Study material ▸
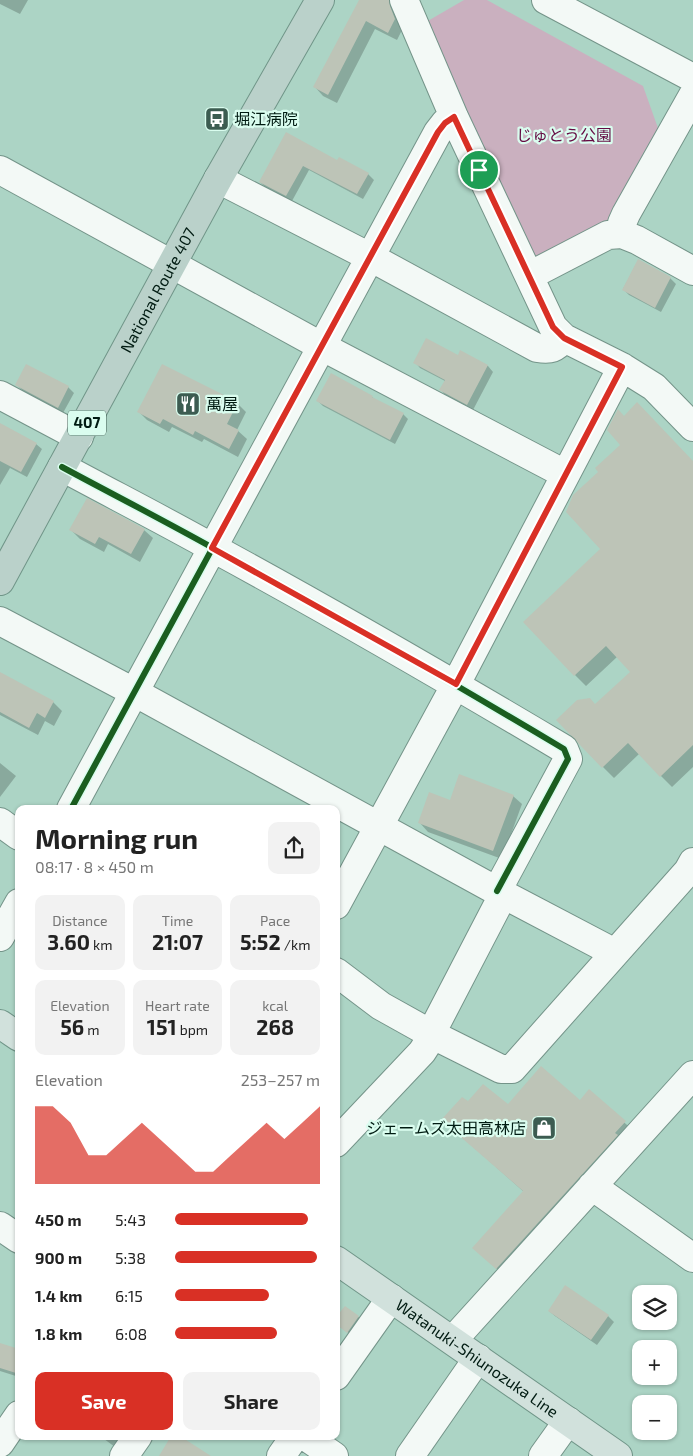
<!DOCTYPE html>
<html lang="en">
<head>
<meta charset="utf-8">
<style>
	body { margin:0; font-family:"Exo 2","Noto Sans JP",sans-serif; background:#f2f2f2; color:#222; height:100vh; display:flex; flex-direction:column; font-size:19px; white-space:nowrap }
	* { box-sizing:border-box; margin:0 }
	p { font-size:16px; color:#767676 }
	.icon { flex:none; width:28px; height:28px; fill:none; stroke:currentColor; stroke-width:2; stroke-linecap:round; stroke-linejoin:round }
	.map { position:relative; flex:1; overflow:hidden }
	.side { position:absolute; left:15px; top:805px; width:325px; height:635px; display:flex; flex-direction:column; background:#fff; border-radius:10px; box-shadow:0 1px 4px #0004 }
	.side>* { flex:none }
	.fabs { position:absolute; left:632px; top:1285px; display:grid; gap:10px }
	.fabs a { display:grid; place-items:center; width:45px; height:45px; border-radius:10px; background:#fff; box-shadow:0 1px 4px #0004; font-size:25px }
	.pin { position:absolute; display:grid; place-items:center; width:42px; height:42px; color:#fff; margin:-21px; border:2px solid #fff; border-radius:50%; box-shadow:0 1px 5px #0007 }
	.round { display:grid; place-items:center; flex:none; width:52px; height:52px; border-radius:10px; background:#f2f2f2 }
	.head { display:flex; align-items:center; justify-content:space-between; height:85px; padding:0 20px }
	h1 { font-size:28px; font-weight:700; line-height:38px }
	.figures { display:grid; grid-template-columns:repeat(3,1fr); gap:8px; height:85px; padding:5px 20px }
	.figures div { display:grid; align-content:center; border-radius:10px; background:#f2f2f2; text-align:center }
	.figures b { font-size:21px; font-weight:700 }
	.figures small { font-size:14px; font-weight:400 }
	.figures p { font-size:14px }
	.chart { height:140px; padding:10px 20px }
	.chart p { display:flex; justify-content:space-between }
	.chart svg { width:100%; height:90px; margin-top:5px; fill:#d93025; opacity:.7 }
	.button { display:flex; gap:10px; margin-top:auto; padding:10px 20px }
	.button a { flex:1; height:58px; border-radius:10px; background:#d93025; color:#fff; font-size:20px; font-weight:700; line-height:58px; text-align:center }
	.button a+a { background:#f2f2f2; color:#222 }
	ul { padding:0 20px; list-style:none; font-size:16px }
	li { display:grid; grid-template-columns:80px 60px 1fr; align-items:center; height:38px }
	li i { height:12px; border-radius:6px; background:#d93025 }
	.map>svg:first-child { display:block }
	.green { fill:#cab0bf }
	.shadow { fill:#0003 }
	.building { fill:#bdc4b7 }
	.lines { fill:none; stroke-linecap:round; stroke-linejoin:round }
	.minor-casing { stroke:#749489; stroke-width:30 }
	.major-casing { stroke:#709588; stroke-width:30 }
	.highway-casing { stroke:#709588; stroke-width:30 }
	.minor { stroke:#f3f9f6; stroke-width:28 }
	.major { stroke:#d1e1dc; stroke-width:28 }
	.highway { stroke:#bad1ca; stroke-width:28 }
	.cycleway-casing { stroke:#dafdef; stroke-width:9 }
	.cycleway { stroke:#1b5e20; stroke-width:6 }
	.route-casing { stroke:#fff; stroke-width:10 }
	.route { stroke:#d93025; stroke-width:6 }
	.labels { text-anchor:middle; stroke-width:4.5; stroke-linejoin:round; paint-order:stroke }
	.shield { fill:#dafdef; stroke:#415f54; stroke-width:1 }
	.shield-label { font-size:15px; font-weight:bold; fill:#001b12 }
	.poi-label { font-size:16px; fill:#001b12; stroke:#dafdef; text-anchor:start }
	.park-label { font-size:16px; fill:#650b43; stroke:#dafdef }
	.street-label { font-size:16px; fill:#001b12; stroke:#dafdef }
</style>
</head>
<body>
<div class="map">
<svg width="693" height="1456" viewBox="0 0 693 1456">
	<rect width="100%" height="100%" fill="#acd4c5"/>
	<!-- green -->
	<path class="green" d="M464,0H487L643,86L659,131L605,226L538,259L529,256L426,22Z"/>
	<!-- shadow -->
	<path class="shadow" d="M0,0H28L20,14L0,4Z
		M360,0H396L403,28L397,40L375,29L337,103L323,96L315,87Z
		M286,134L338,162L368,174L374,180L363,199L309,170L292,201L266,188L260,182Z
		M638,261L670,278L676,284L661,312L629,295L623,289Z
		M461,352L488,366L493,372L473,410L446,396L441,390L445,381L420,368L415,362L458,357Z
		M332,375L372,397L377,401L403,414L408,419L395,444L323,406L318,401Z
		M17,385L68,387L74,393L63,413L23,391Z
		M237,403L246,412L237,430L247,439L238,457L204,439L202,442L172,427L169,432L147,420L139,412Z
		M624,417L693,462V767L672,787L639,754L614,778L603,767L596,705L632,672L617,657L586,686L575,675L602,550L599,473L622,445Z
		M0,424L36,444L42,449L27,477L10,468L0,485Z
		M71,530H144L153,538L140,562L108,544L104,552L80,539Z
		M0,674L53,702L62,711L54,726L45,721L38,735L0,715Z
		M0,763L16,776L0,797Z
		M513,796L522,804L502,859L428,832L420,823Z
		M589,1091L636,1133L508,1279L485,1258L524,1192L443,1120L468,1103L508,1106L580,1102Z
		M345,1307L361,1319L350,1334L336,1324Z
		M549,1311L608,1316L614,1322L597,1345L555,1316Z
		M0,1344L19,1350V1377L0,1371Z
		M100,1436H122L115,1447Z"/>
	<!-- building -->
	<path class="building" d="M359,0H389L390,6L395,19L388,33L366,21L328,95L313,87Z
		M286,132L337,160L339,157L369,173L357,194L303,166L286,196L259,182Z
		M638,259L671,277L655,308L622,290Z
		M426,338L458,355L460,350L488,365L467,405L439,390L445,380L413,363Z
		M26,364L69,386L58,408L15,385Z
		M162,364L238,402L227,424L239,430L229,449L195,431L193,435L163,419L160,424L137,412Z
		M331,373L373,396L372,397L404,413L390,440L316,401Z
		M637,402L693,461V745L660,777L628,743L602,768L556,720L577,700L590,698L595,704L630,672L606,646L574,676L523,622L600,549L566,512L573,495L598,472L595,468L620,445L607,430L618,409L624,416Z
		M0,423L37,443L21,472L0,461Z
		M87,498L145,529L131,554L99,537L95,544L69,530Z
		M0,672L54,701L45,718L37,713L29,728L0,712Z
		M459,774L514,795L493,851L418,823L429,792L450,800Z
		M541,1066L580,1100L589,1089L626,1121L615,1133L618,1135L496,1269L472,1248L523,1191L441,1120L462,1097L468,1101L483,1084L508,1104Z
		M565,1285L609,1315L591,1340L548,1311Z
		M345,1306L359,1316L347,1333L336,1324V1317Z
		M0,1343L19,1349V1364L16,1373L0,1368Z
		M171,1436H180L211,1456H159Z"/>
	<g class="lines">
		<defs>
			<path id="minor" d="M404,0L454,117L553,327L564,338L622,367L654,387L693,427
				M546,0L693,78
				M0,170L321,346L565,474
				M218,179L370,257L537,348C551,350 555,349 564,338
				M622,234V223L626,214L693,95
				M529,276L608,235L622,234L637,240L693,271
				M0,395L79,437
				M62,467C112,494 163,520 213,548C331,612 448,680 564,749L568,759L497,891
				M0,621L134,692L497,891L615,953
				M71,809L438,132L445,123L454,117
				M0,822L19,836
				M336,905L456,684L622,367
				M0,937L19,903
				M336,972L381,1006L433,1035L501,1069H512L688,871L693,862
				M336,1143L422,1052L433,1035L436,1024L503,895
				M592,1186L693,1258
				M0,1226L19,1239
				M453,1340L693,1075
				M336,1376L391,1298
				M305,1436L334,1456
				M0,1443L19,1415
				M124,1456L138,1436
				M281,1456L295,1436
				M410,1456L478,1358
				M543,1456L568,1421"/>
			<g id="major">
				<path d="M0,1024L19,1037"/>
				<path id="s1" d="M336,1260L618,1456"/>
			</g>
			<g id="highway">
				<path id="s2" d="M0,581L218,179L320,0"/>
			</g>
		</defs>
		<!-- minor casing -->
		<use href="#minor" class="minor-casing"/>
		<!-- major casing -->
		<use href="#major" class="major-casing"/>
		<!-- highway casing -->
		<use href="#highway" class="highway-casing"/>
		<!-- minor -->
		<use href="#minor" class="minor"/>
		<!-- major -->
		<use href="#major" class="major"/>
		<!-- highway -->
		<use href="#highway" class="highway"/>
		<defs>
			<path id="cycleway" d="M62,467C112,494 163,520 213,548C331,612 448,680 564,749L568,759L497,891
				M71,809L438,132L445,123L454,117"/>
		</defs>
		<!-- cycleway casing -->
		<use href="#cycleway" class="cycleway-casing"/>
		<!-- cycleway -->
		<use href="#cycleway" class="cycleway"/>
	</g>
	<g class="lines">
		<defs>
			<path id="route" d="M454,117L553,327L564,338L622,367L456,684L212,548L438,132L445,123Z"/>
		</defs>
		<!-- route casing -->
		<use href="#route" class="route-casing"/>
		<!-- route -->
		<use href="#route" class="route"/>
	</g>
	<!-- icons -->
	<defs>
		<symbol id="bus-square" viewBox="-11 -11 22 22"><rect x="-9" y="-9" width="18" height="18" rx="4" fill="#3c5c51" stroke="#dafdef"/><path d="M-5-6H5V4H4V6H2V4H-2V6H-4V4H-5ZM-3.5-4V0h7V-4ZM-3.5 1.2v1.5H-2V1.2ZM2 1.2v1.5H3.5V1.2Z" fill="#fff"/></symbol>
		<symbol id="restaurant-square" viewBox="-11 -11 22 22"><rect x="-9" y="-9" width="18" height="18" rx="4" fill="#3c5c51" stroke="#dafdef"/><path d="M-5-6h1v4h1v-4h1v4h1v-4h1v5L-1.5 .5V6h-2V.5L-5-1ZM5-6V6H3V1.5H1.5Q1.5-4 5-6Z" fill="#fff"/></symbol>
		<symbol id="shop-square" viewBox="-11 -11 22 22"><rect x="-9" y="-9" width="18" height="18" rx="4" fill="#3c5c51" stroke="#dafdef"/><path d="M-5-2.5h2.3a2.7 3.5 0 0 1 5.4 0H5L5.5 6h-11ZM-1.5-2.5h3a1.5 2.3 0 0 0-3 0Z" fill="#fff"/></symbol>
	</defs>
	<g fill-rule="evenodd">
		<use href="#bus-square" x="203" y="105" width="28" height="28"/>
		<use href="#restaurant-square" x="174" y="390" width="28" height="28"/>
		<use href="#shop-square" x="530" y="1114" width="28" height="28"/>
	</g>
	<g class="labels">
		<!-- shield labels -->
		<rect class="shield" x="68" y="410.5" width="38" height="25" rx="4"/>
		<g class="shield-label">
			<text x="87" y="428">407</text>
		</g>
		<!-- poi labels -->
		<g class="poi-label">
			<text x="234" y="125">堀江病院</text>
			<text x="206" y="410">萬屋</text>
			<text x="526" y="1134" text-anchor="end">ジェームズ太田高林店</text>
		</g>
		<!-- park labels -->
		<g class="park-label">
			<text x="564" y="141">じゅとう公園</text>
		</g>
		<!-- street labels -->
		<g class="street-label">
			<text dy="6" stroke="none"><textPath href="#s2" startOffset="331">National Route 407</textPath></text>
			<text dy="6" stroke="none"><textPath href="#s1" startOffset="172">Watanuki-Shiunozuka Line</textPath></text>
		</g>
	</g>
</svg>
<div class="fabs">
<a><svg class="icon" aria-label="layers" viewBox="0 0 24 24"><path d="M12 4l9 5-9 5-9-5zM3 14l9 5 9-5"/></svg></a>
<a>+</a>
<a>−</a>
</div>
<div class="pin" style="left:479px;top:170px;background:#1e9e55"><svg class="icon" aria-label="arrive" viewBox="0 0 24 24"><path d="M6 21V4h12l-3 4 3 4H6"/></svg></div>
<section class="side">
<div class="head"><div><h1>Morning run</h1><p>08:17 · 8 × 450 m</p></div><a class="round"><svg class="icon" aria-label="share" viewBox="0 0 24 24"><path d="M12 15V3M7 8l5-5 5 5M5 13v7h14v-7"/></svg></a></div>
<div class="figures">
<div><p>Distance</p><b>3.60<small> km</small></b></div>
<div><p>Time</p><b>21:07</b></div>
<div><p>Pace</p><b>5:52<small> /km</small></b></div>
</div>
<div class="figures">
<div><p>Elevation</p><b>56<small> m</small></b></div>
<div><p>Heart rate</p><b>151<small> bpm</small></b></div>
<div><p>kcal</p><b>268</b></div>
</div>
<div class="chart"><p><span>Elevation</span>253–257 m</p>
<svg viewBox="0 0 160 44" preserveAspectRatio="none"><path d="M0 44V6L10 6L20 14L30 30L40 30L50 22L60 14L70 22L80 30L90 38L100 38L110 30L120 22L130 14L140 22L150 14L160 6V44z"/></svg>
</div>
<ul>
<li><b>450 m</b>5:43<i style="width:92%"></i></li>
<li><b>900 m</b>5:38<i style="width:98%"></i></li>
<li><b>1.4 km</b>6:15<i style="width:65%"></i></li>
<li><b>1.8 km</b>6:08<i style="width:70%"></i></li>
</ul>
<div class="button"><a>Save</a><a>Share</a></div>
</section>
</div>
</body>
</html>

Work request ▸ Wherever the string "fabs" appears in the records above, copy the line it sits in.

The completed task ▸
	.fabs { position:absolute; left:632px; top:1285px; display:grid; gap:10px }
	.fabs a { display:grid; place-items:center; width:45px; height:45px; border-radius:10px; background:#fff; box-shadow:0 1px 4px #0004; font-size:25px }
<div class="fabs">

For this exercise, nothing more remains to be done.